2013 ICC Champions Trophy
- Dates: 6 June – 23 June 2013
- Administrator: International Cricket Council
- Cricket format: One Day International
- Tournament format(s): Round-robin and knockout
- Hosts: England; Wales;
- Champions: India (2nd title)
- Runners-up: England
- Participants: 8
- Matches: 15
- Player of the series: Shikhar Dhawan
- Most runs: Shikhar Dhawan (363)
- Most wickets: Ravindra Jadeja (12)

= 2013 Champions Trophy =

Cricket tournament

The 2013 ICC Champions Trophy was the seventh edition of the ICC Champions Trophy, a quadrennial One Day International (ODI) cricket tournament organized by the International Cricket Council (ICC). The tournament was held in England and Wales between 6 and 23 June 2013. India won the tournament for the second time by defeating England in the final by 5 runs.

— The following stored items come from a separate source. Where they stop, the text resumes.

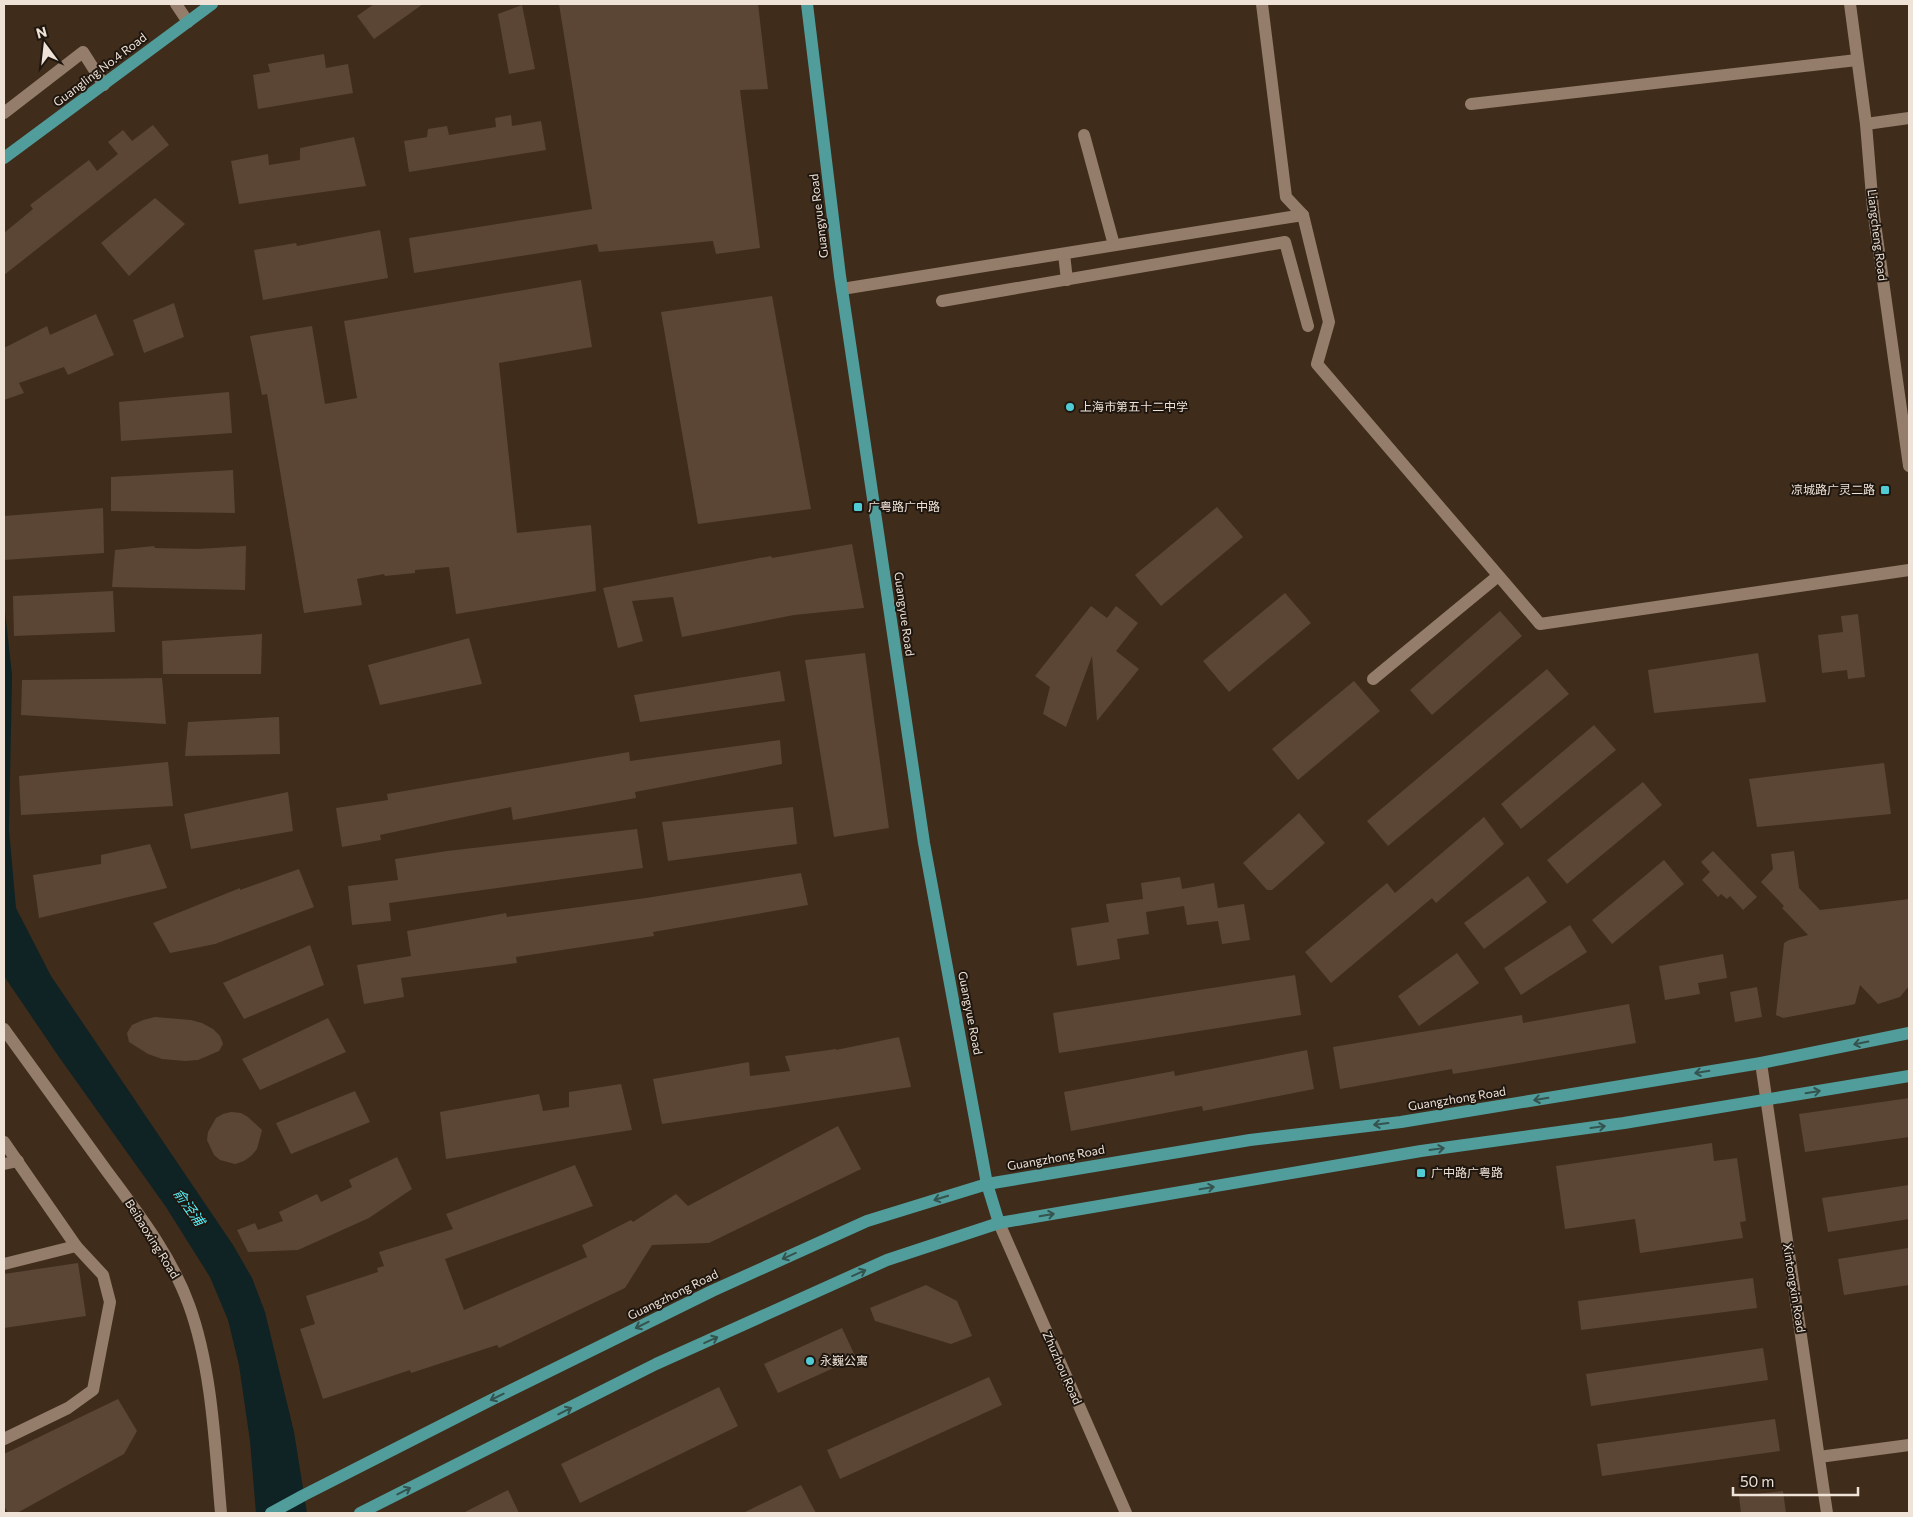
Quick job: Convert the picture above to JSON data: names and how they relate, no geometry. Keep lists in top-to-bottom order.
{
  "streets": {
    "main road": ["Guangling No.4 Road", "Guangyue Road", "Guangzhong Road"],
    "street": [
      "Liangcheng Road",
      "Beibaoxing Road",
      "Xintongxin Road",
      "Zhuzhou Road"
    ]
  },
  "crossings": [
    ["Guangyue Road", "Guangzhong Road"],
    ["Guangyue Road", "Zhuzhou Road"],
    ["Guangzhong Road", "Xintongxin Road"]
  ],
  "water": ["俞泾浦"],
  "places": {
    "other": ["上海市第五十二中学", "永巍公寓"],
    "transit": ["凉城路广灵二路", "广粤路广中路", "广中路广粤路"]
  },
  "scale_bar": "50 m",
  "north": "top"
}
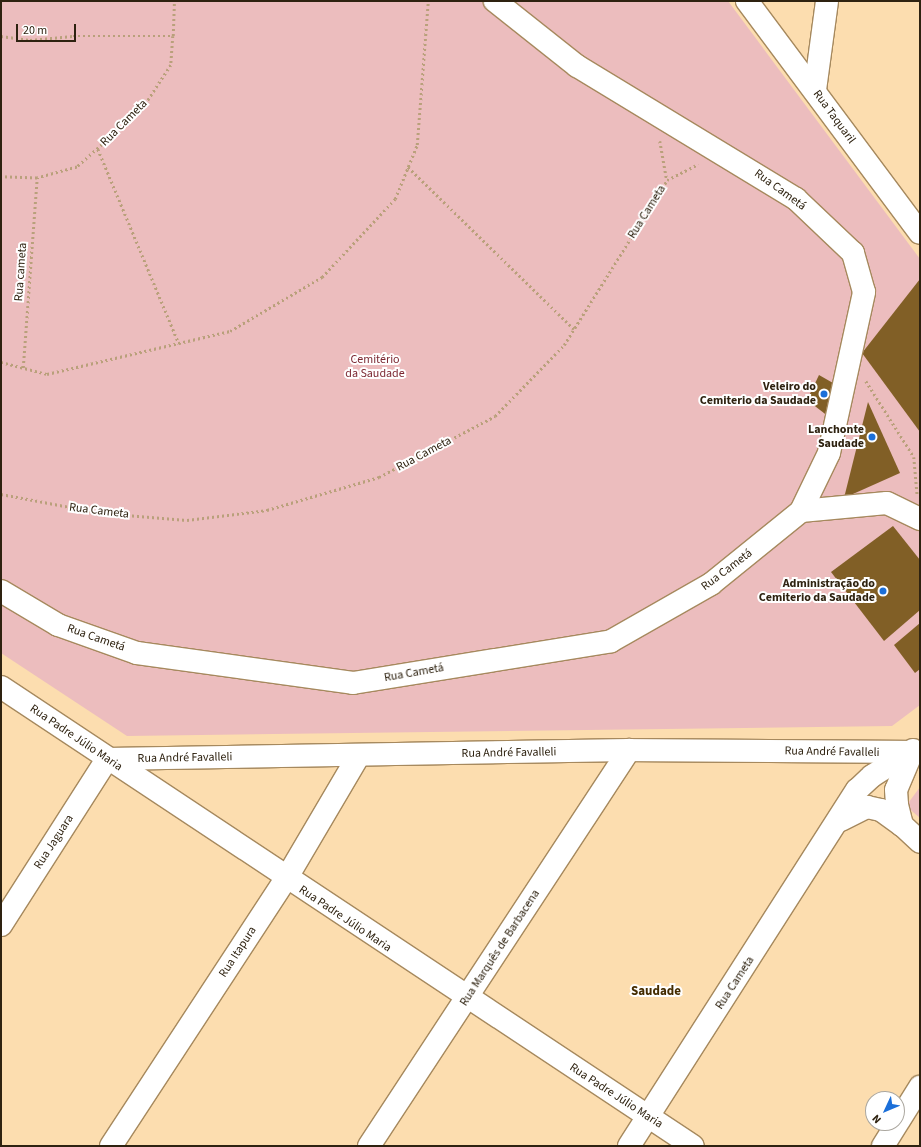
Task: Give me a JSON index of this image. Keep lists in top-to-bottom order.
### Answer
{
  "streets": {
    "street": [
      "Rua Taquaril",
      "Rua Cameta",
      "Rua Cametá",
      "Rua Padre Júlio Maria",
      "Rua André Favalleli",
      "Rua Jaguara",
      "Rua Marquês de Barbacena",
      "Rua Itapura"
    ],
    "path": ["Rua cameta"]
  },
  "crossings": [
    ["Rua Cameta", "Rua Cametá"],
    ["Rua Cameta", "Rua cameta"],
    ["Rua Cameta", "Rua Padre Júlio Maria"],
    ["Rua Cameta", "Rua André Favalleli"],
    ["Rua Padre Júlio Maria", "Rua André Favalleli"],
    ["Rua Padre Júlio Maria", "Rua Jaguara"],
    ["Rua Padre Júlio Maria", "Rua Marquês de Barbacena"],
    ["Rua Padre Júlio Maria", "Rua Itapura"],
    ["Rua André Favalleli", "Rua Jaguara"],
    ["Rua André Favalleli", "Rua Marquês de Barbacena"],
    ["Rua André Favalleli", "Rua Itapura"]
  ],
  "districts": ["Saudade"],
  "parks": ["Cemitério da Saudade"],
  "places": ["Veleiro do Cemiterio da Saudade", "Lanchonte Saudade", "Administração do Cemiterio da Saudade"],
  "scale_bar": "20 m",
  "north": "bottom left"
}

India received $2 million as prize money for winning the tournament, the largest amount since the tournament's inception. It was due to be the final ICC Champions Trophy, to be replaced by the ICC World Test Championship in 2017, but in January 2014, it was instead confirmed by the ICC that a Champions Trophy tournament would take place in 2017, with the proposed Test Championship being cancelled.

== Qualification ==
As hosts, England qualified for the competition automatically; they were joined by the seven other highest-ranked teams in the ICC ODI Championship as of 21 August 2012.

| Qualification | Date | Berths | Country |
| Host | 1 July 2010 | 1 | England |
| ODI Championship | 21 August 2012 | 7 | South Africa |
India
Australia
Sri Lanka
Pakistan
West Indies
New Zealand

==Rules and regulations==
The 2013 ICC Champions Trophy was contested by eight teams, which were seeded and divided into two groups. Each team played every other team in its group once. Following the group stage, the top two teams from each group progressed to the semi-finals, where the winner of Group A played the runner-up of Group B and the winner of Group B played the runner-up of Group A.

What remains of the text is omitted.